Essa característica híbrida de atendimento de consumidores finais e revendedores/transformadores é uma das marcas desse formato, sendo as demais o sortimento, a operação simples e básica, os serviços limitados e a localização de acesso fácil e de baixo custo – tudo revertendo para a oferta de preços mais baixos, sua proposta fundamental de valor.

O futuro dos atacarejos no Brasil deverá envolver a incorporação de alguns serviços, especialmente orientados para os operadores de foodservice, a expansão das alternativas de pagamentos e, num futuro não muito distante, também as marcas próprias como forma de diferenciar e buscar a oferta de preços ainda mais baixos.

Mas o futuro próximo também sinaliza a expansão de operações de soft e hard discount no Brasil, derivadas ou não dos modelos de atacarejos, em lojas mais compactas e mais próximas e convenientes aos consumidores, modelo já operado pela rede Dia por aqui.

A história se repete

Interessante lembrar que o movimento de cisão do Assaí em relação ao Pão de Açúcar repete o ocorrido com Carrefour e a rede Dia em 2011, quando a empresa abriu capital na Espanha, na Bolsa de Madrid, e em 2019 passou a ser controlada pelo grupo LetterOne Holdings, grupo que teve origem com negócios na Rússia e com investimentos em tecnologia, energia, saúde e varejo.

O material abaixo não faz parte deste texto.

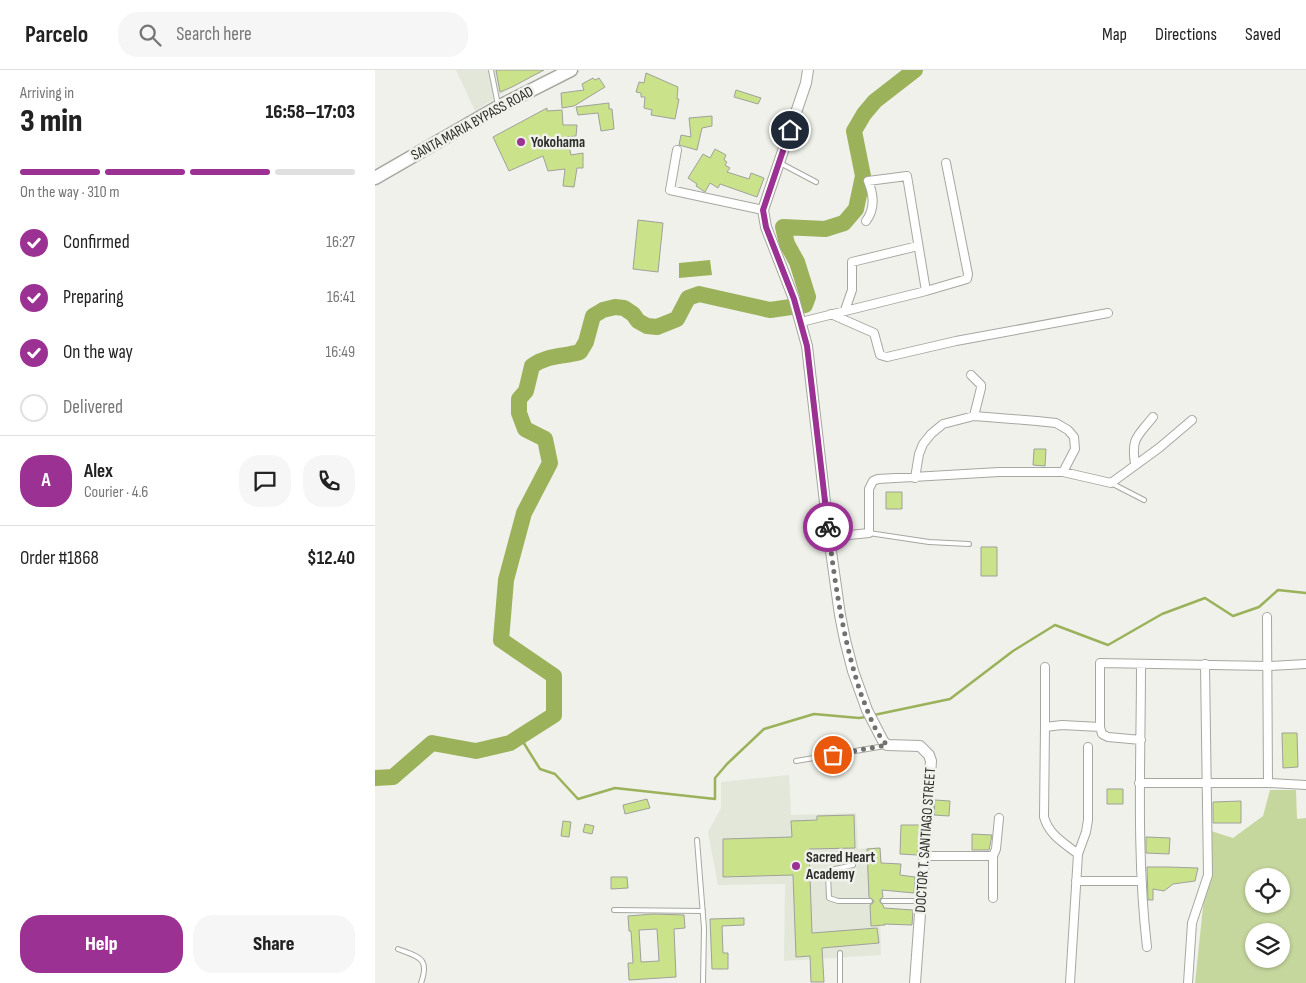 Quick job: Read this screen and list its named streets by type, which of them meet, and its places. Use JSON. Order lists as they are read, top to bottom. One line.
{"streets":{"main road":["SANTA MARIA BYPASS ROAD"],"street":["DOCTOR T. SANTIAGO STREET"]},"places":["Yokohama","Sacred Heart Academy"],"page":{"header":"Parcelo","search":"Search here","nav":["Map","Directions","Saved"],"heading":["3 min","Arriving in","16:58–17:03"],"panel":["Alex","Courier · 4.6","Order #1868","$12.40"],"bar":"On the way · 310 m","list":[["Confirmed","16:27"],["Preparing","16:41"],["On the way","16:49"],"Delivered"],"round":"A","buttons":["Help","Share"]}} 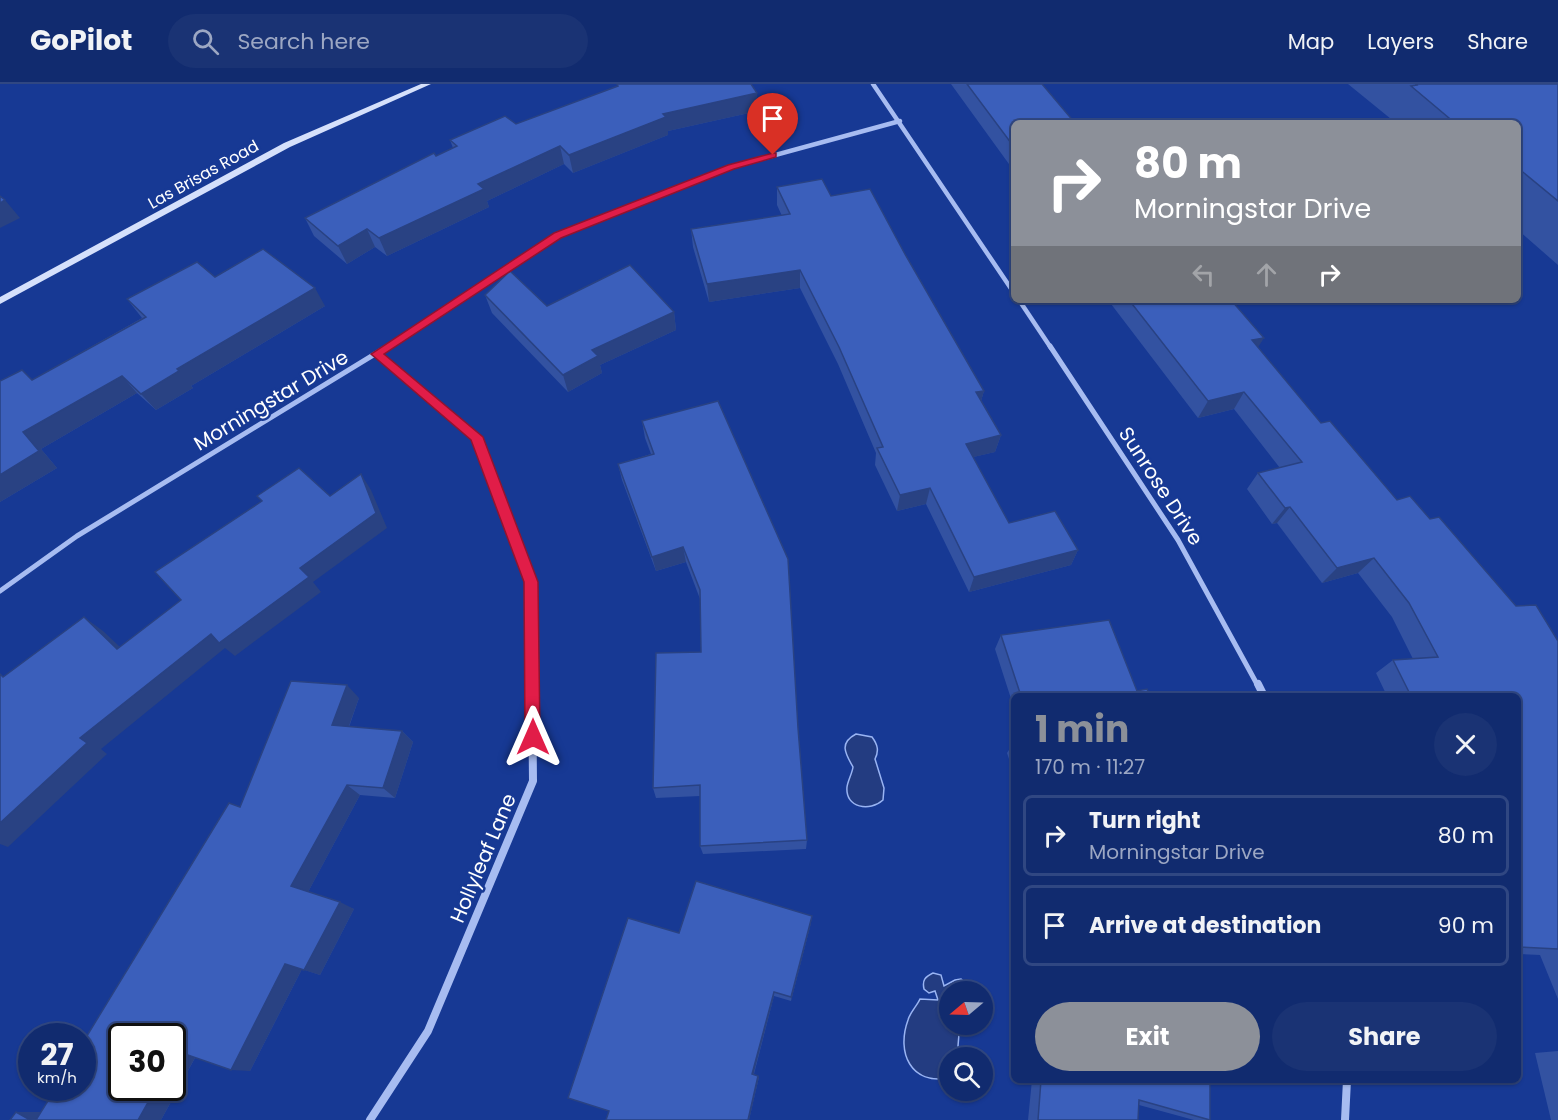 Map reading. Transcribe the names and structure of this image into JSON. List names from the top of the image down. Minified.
{"streets":{"street":["Las Brisas Road","Morningstar Drive","Sunrose Drive","Hollyleaf Lane"]},"crossings":[["Morningstar Drive","Hollyleaf Lane"]],"north":"left","page":{"header":"GoPilot","search":"Search here","nav":["Map","Layers","Share"],"turn":["80 m","Morningstar Drive"],"heading":["1 min","170 m · 11:27"],"list":[{"name":"Turn right","note":"Morningstar Drive","value":"80 m"},{"name":"Arrive at destination","value":"90 m"}],"buttons":["Exit","Share"],"speed":"27 km/h","limit":"30"}} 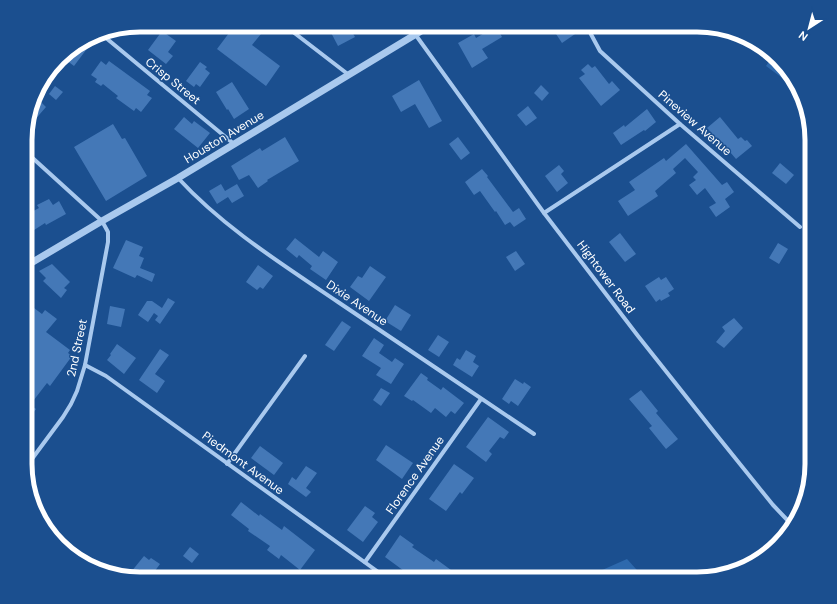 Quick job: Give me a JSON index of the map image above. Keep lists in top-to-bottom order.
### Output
{
  "streets": {
    "street": [
      "Crisp Street",
      "Pineview Avenue",
      "Houston Avenue",
      "Hightower Road",
      "Dixie Avenue",
      "2nd Street",
      "Piedmont Avenue",
      "Florence Avenue"
    ]
  },
  "crossings": [
    ["Crisp Street", "Houston Avenue"],
    ["Houston Avenue", "Hightower Road"],
    ["Houston Avenue", "Dixie Avenue"],
    ["Houston Avenue", "2nd Street"],
    ["Dixie Avenue", "Florence Avenue"],
    ["2nd Street", "Piedmont Avenue"],
    ["Piedmont Avenue", "Florence Avenue"]
  ],
  "north": "bottom left"
} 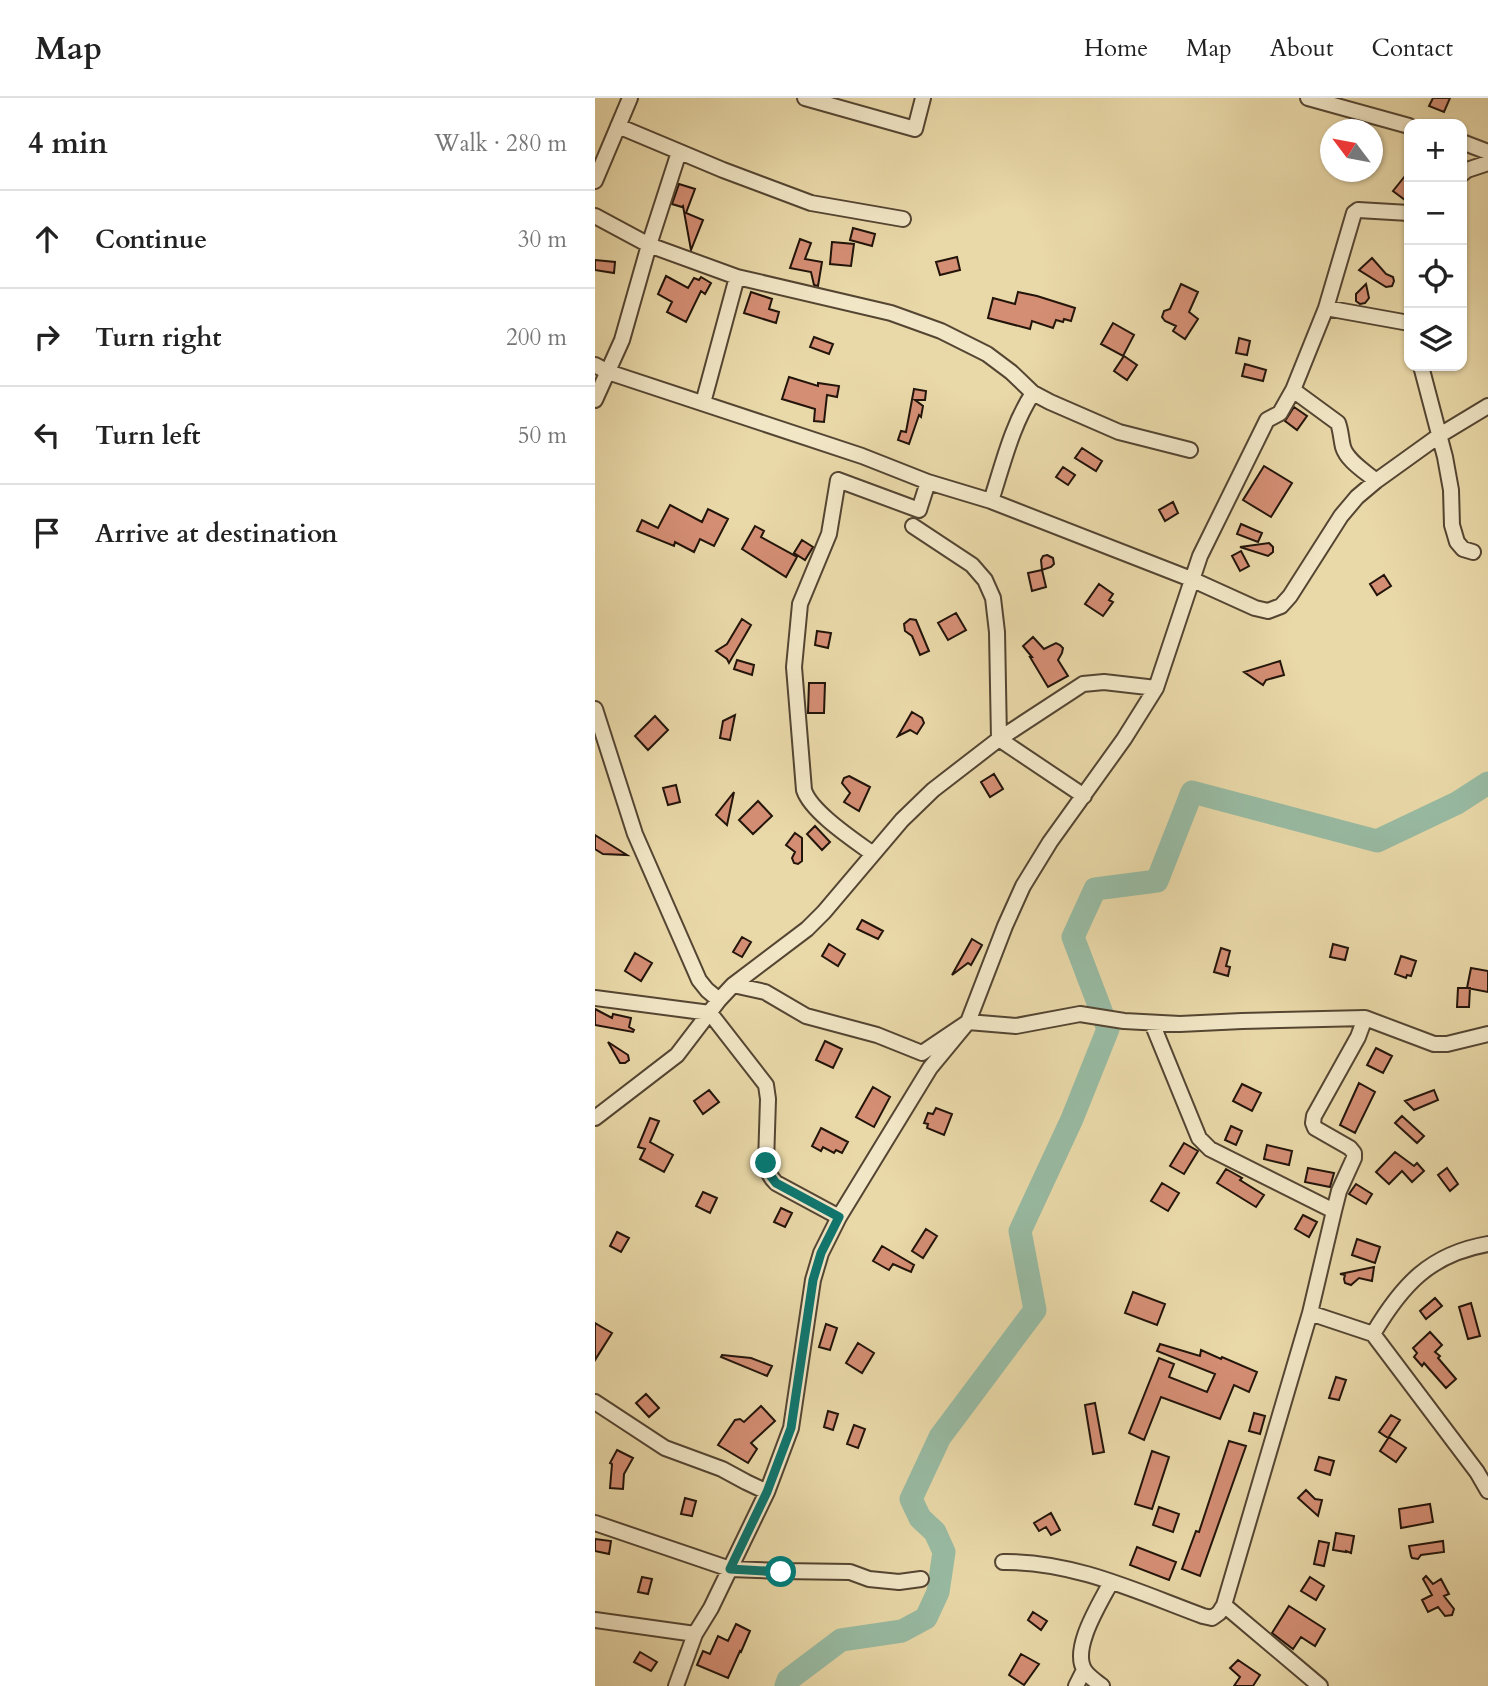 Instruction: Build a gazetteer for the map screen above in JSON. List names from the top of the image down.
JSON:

No Brasil, o Dia, um conceito focado em valor, viveu sucessivos ciclos de evolução no negócio de supermercados de vizinhança com apelo soft discount, combinando de forma inovadora operações próprias com franquias e elevada participação de marcas próprias, um dos requisitos fundamentais para esse modelo de negócio.

Mas tudo indica que o consumidor médio que emerge da pandemia, mais endividado, tendo convivido com o desemprego e/ou redução de salário, pressionado por todo o quadro de incertezas, será, decisivamente, mais racional em seu processo de escolha de produtos e marcas. Ele tentará equilibrar seu orçamento contingenciado pela crise com suas necessidades nas diversas categorias de produtos e serviços e, portanto, estará mais interessado em formatos e conceitos que ofereçam mais valor por menos dinheiro.

Isso em todos os segmentos e categorias e, logicamente, apenas excluídos os “happy few” de setores que se deram bem no período, independentemente da realidade mais geral.

Marcos Gouvêa de Souza é fundador e diretor-geral da Gouvea Ecosystem.